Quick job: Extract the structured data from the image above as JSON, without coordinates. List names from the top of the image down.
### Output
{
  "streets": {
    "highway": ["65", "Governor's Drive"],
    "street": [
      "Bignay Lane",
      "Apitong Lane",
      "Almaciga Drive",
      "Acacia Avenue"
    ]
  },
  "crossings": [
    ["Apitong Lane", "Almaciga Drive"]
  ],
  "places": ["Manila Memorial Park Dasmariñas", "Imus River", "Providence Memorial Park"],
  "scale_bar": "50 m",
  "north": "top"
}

____

[Exercise goal]:
Retype all of the data exactly, so that nothing differs from what is given.

[Exercise response]:
Quick job: Extract the structured data from the image above as JSON, without coordinates. List names from the top of the image down.
### Output
{
  "streets": {
    "highway": ["65", "Governor's Drive"],
    "street": [
      "Bignay Lane",
      "Apitong Lane",
      "Almaciga Drive",
      "Acacia Avenue"
    ]
  },
  "crossings": [
    ["Apitong Lane", "Almaciga Drive"]
  ],
  "places": ["Manila Memorial Park Dasmariñas", "Imus River", "Providence Memorial Park"],
  "scale_bar": "50 m",
  "north": "top"
}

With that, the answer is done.